TEI 2017 Victoria, British Columbia, Canada November 11 - 15

XML Tues Nov 14, 11:00–12:30

Sex in the TEI: The TEI 2016 gender check (paper)

Vanessa Hannesschläger* Vanessa Hannesschläger is a researcher at the Austrian Centre for Digital Humanities of the Austrian Academy of Sciences (ACDH-OEAW), where she is responsible for legal issues. She is involved in several projects in which she works on data modelling, digital editing, and in the outreach department. In addition, she is completing her PhD with the German department of the University of Vienna. Her research interests include legal frameworks of digital research, biography theory, archive theory, modern Austrian literature, and the contemporary developments of gender issues in society. For more information, please visit http://vanessahannesschlaeger.wordpress.com/ . and Peter Andorfer* Peter Andorfer studied history at Innsbruck University, where he finished a PhD in history with a thesis on the works of the Tyrolean peasant Leonhard Millinger (1753–1834). During an extended research period at the Herzog August Bibliothek in Wolfenbüttel (Lower Saxony, Germany), financed by a “Digital-Humanities Scholarship,” he published an online edition of Millinger’s main work The Depiction of the World. He has also worked on the topics “research data” and “scientific collections” in DARIAH-DE and maintains the webpage www.digital-archiv.at for developing and deploying different kinds of DH-projects.

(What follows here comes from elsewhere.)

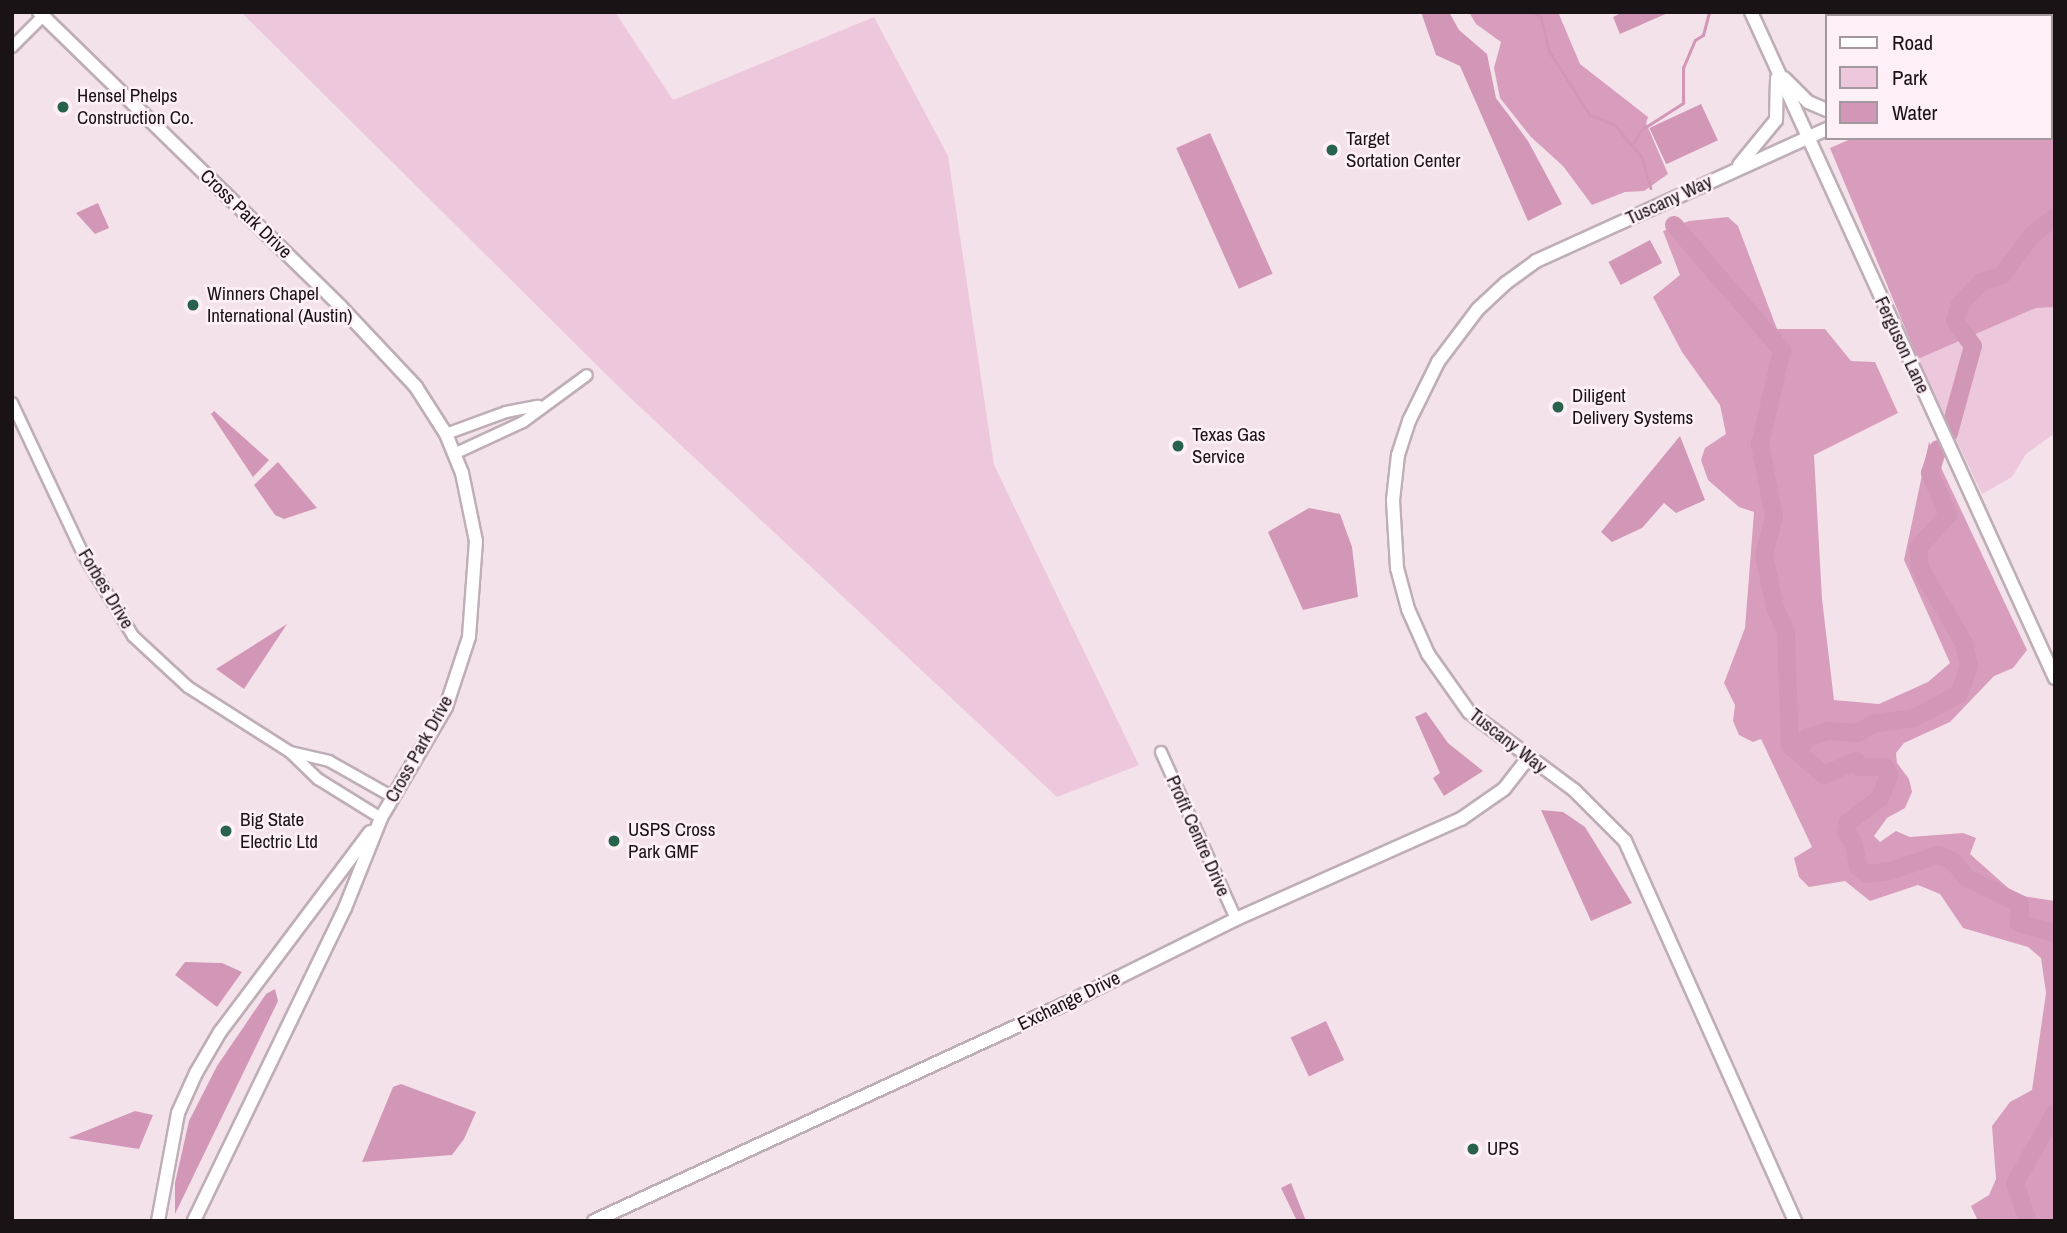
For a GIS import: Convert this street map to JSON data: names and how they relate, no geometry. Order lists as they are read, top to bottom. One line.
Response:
{"streets":{"street":["Tuscany Way","Cross Park Drive","Ferguson Lane","Forbes Drive","Profit Centre Drive","Exchange Drive"]},"crossings":[["Tuscany Way","Ferguson Lane"],["Tuscany Way","Exchange Drive"],["Cross Park Drive","Forbes Drive"],["Profit Centre Drive","Exchange Drive"]],"places":["Hensel Phelps Construction Co.","Target Sortation Center","Winners Chapel International (Austin)","Diligent Delivery Systems","Texas Gas Service","Big State Electric Ltd","USPS Cross Park GMF","UPS"],"legend":["Road","Park","Water"]}
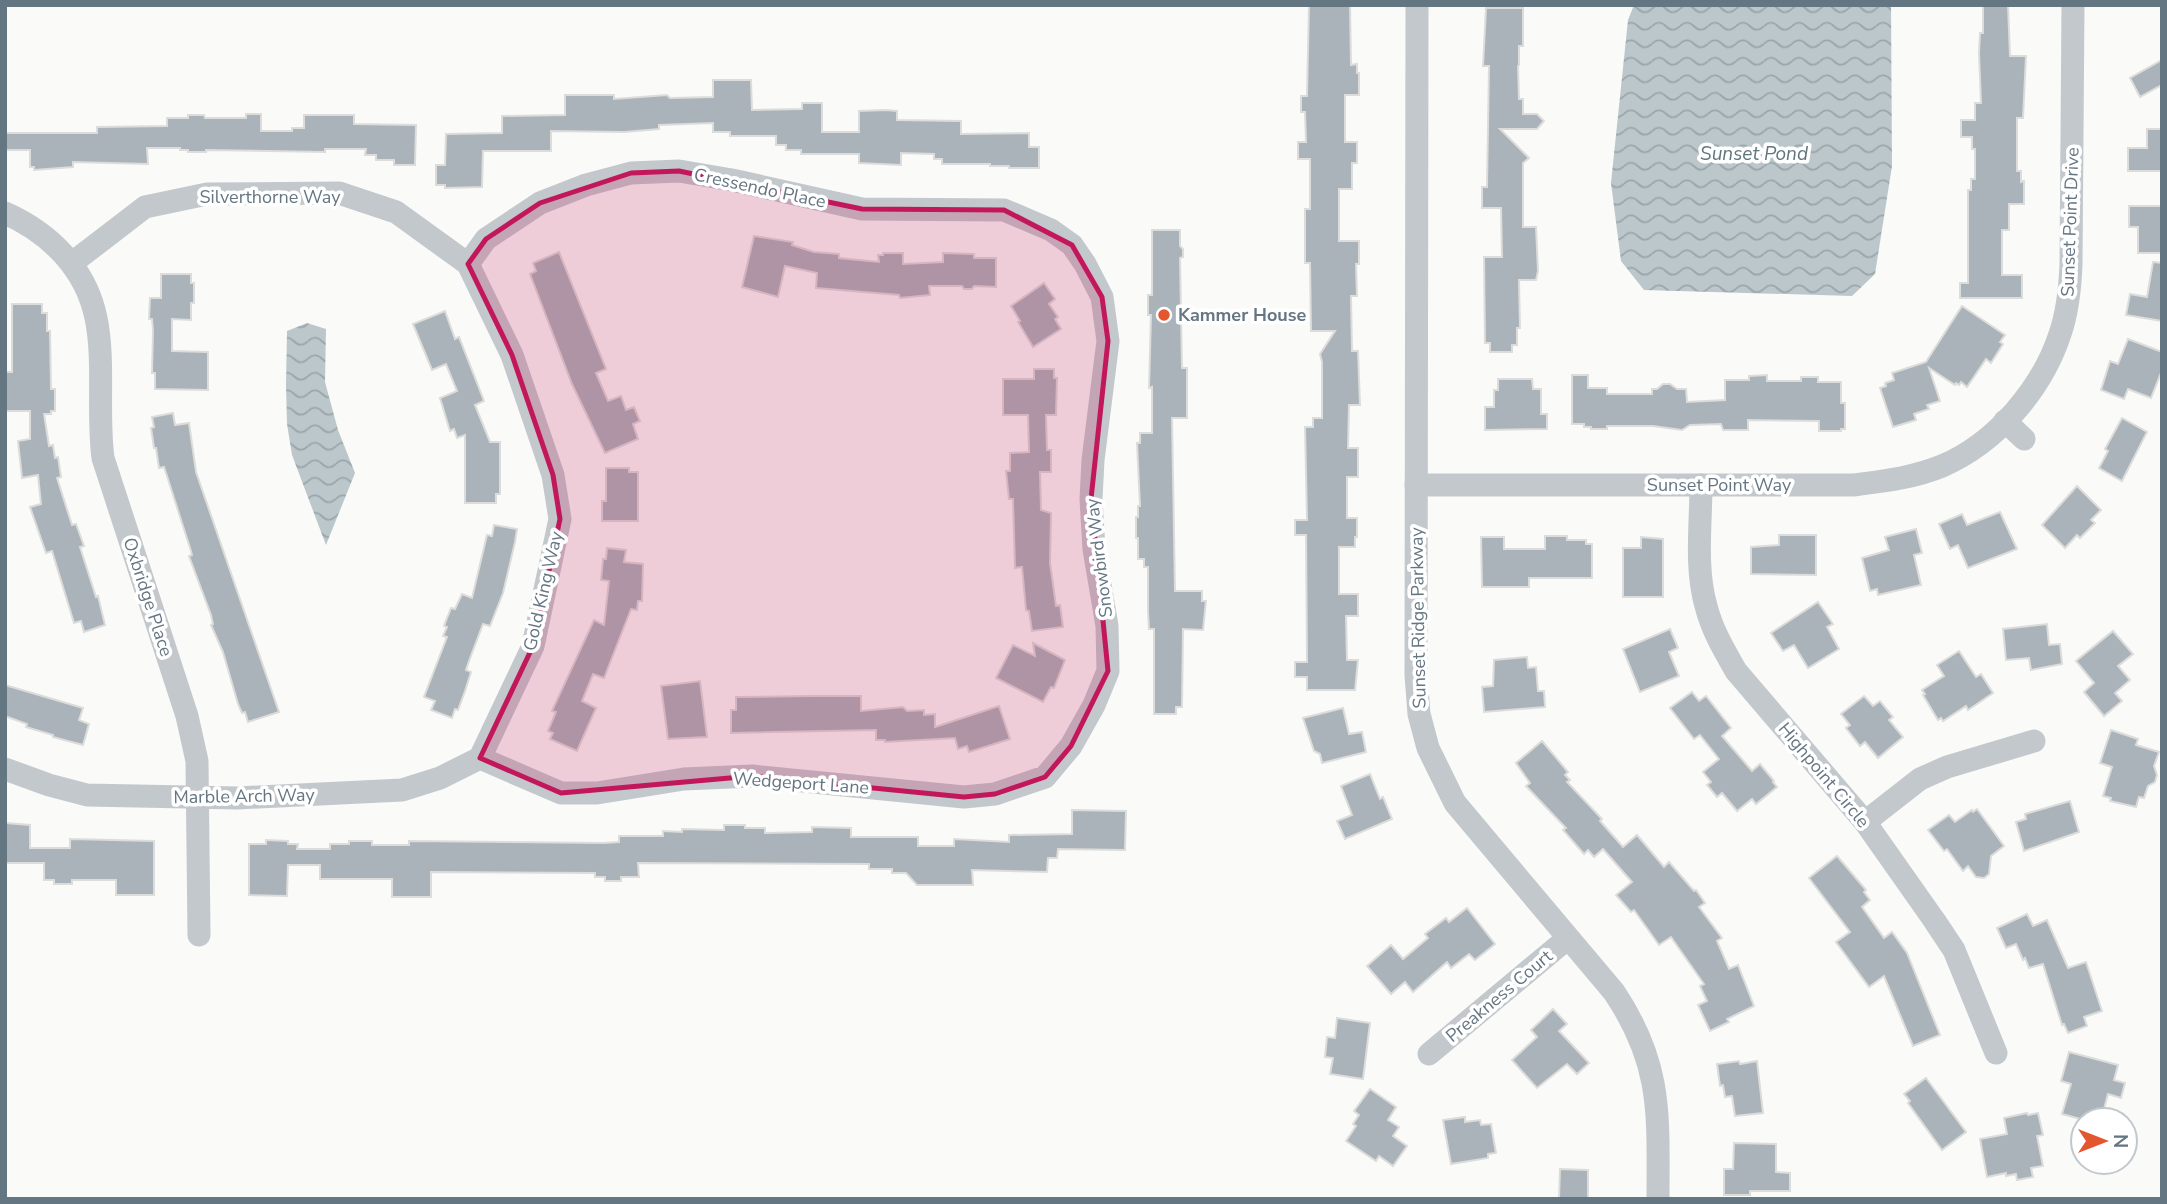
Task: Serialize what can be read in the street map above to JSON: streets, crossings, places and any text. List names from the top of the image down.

1The abstracts of the TEI Conference and Members’ Meeting 2016 were published by the hosts (Austrian Centre for Digital Humanities / Austrian Academy of Sciences) as TEI encoded XML documents on GitHub (Hannesschläger and Schopper 2016). This, and the fact that these documents were published under a CC-BY-SA-4.0 license, made it possible to take these data and “play” with them - for instance by building a web application to publish as well as analyse the data.
2Among other things, the editors tagged the forenames of the authors with the according <forename>. This allowed us to ask the question about gender distribution among the contributors to the conference. What started as a playful exercise in data mining, processing, and analysis, lead to categorical questions about how to assign and especially how to encode gender information to persons. We decided to genderize the <forename>s rather than the <person>s and will explain this dencision during our talk with reference to contemporary gender theory.
3As far as alignment of forenames and gender is concerned, this is a simple task, at least from a technical point of view. As described on the tei2016app website in detail (Andorfer and Hannesschläger 2016) looked for a comprehensive and structured list of forenames that have already been mapped to genders, e.g., a list of female forenames and a list of male forenames. Secondly, the tagged <forename> of the respective TEI abstract had to be checked against these lists.
4The first list of gendered names we found was is the one provided by Mark Kantrowitz that is used e.g., in the NLTK package (Kantrowitz 2017). This list was ingested into a django-based web service and accessed by an XQuery script, iterating through all forename elements of the abstracts corpus, sending each forename to the service’s endpoint and storing the returned answer.
5While simple from a technical viewpoint, from a gender studies viewpoint this approach was questionable because Kantrowitz does not provide information on how the list was compiled or what criteria were applied to group names into the categories female, male, and pet.
6Other sources like e.g., genderize.io do not only provide more data, but also give information about how the data was gathered and categorized. The most important argument for this data source was genderize.io’s claim that the data collected there was assembled by scraping data from social network profiles, where people can declare their gender themselves. 1
7Solving the issue of finding an adequate data source led to the question of how to encode this scraped information in a useful and TEI conformant way. The <sex> tag only allows to encode assumptions about a person’s sex, and <gender> about morphological gender of a lexical item, but neither of this fits our needs as we wanted to encode the gender a forename is most commonly associated with. As it turned out, the broader issue of how to encode a person’s sex has lead to quite some lengthy debates in the TEI community,2 non of which consider the distinction between sex and gender (West and Zimmerman 1987) or discuss the questionable praxis of assigning either to a person other than oneself. The discussions focus on which values should be used (allowed) to encode a person’s sex but do not consider the question on if and how a forename element could/should be gendered.
8For the current project, we “solved” this issue by encoding the <forename>’s gender with the help of a @type. Concerning the values of these attributes, we came across the same issues that were discussed in context of <sex>, e.g., Should we encode gender information following some (iso)standard or choose custom/arbitrary values? Finally, we decided to chose the values “female”, “male”, and “nomatch” (the latter for forenames that did not match any name gendered by genderize.io - and genderchecker.com, which was used to reconcile names not found in genderize.io).
9As a result, we can now say that 87 forenames of the contributors of the TEI-conference were male, 37 female and three “no-matches”. Concerning authorship of the published papers, there were 39 abstracts with more male than female author’s forenames, in 14 abstracts more female than male, eight texts with an equal distribution and two abstracts with an unclear result (meaning that most names couldn’t clearly be assigned a male or female gender).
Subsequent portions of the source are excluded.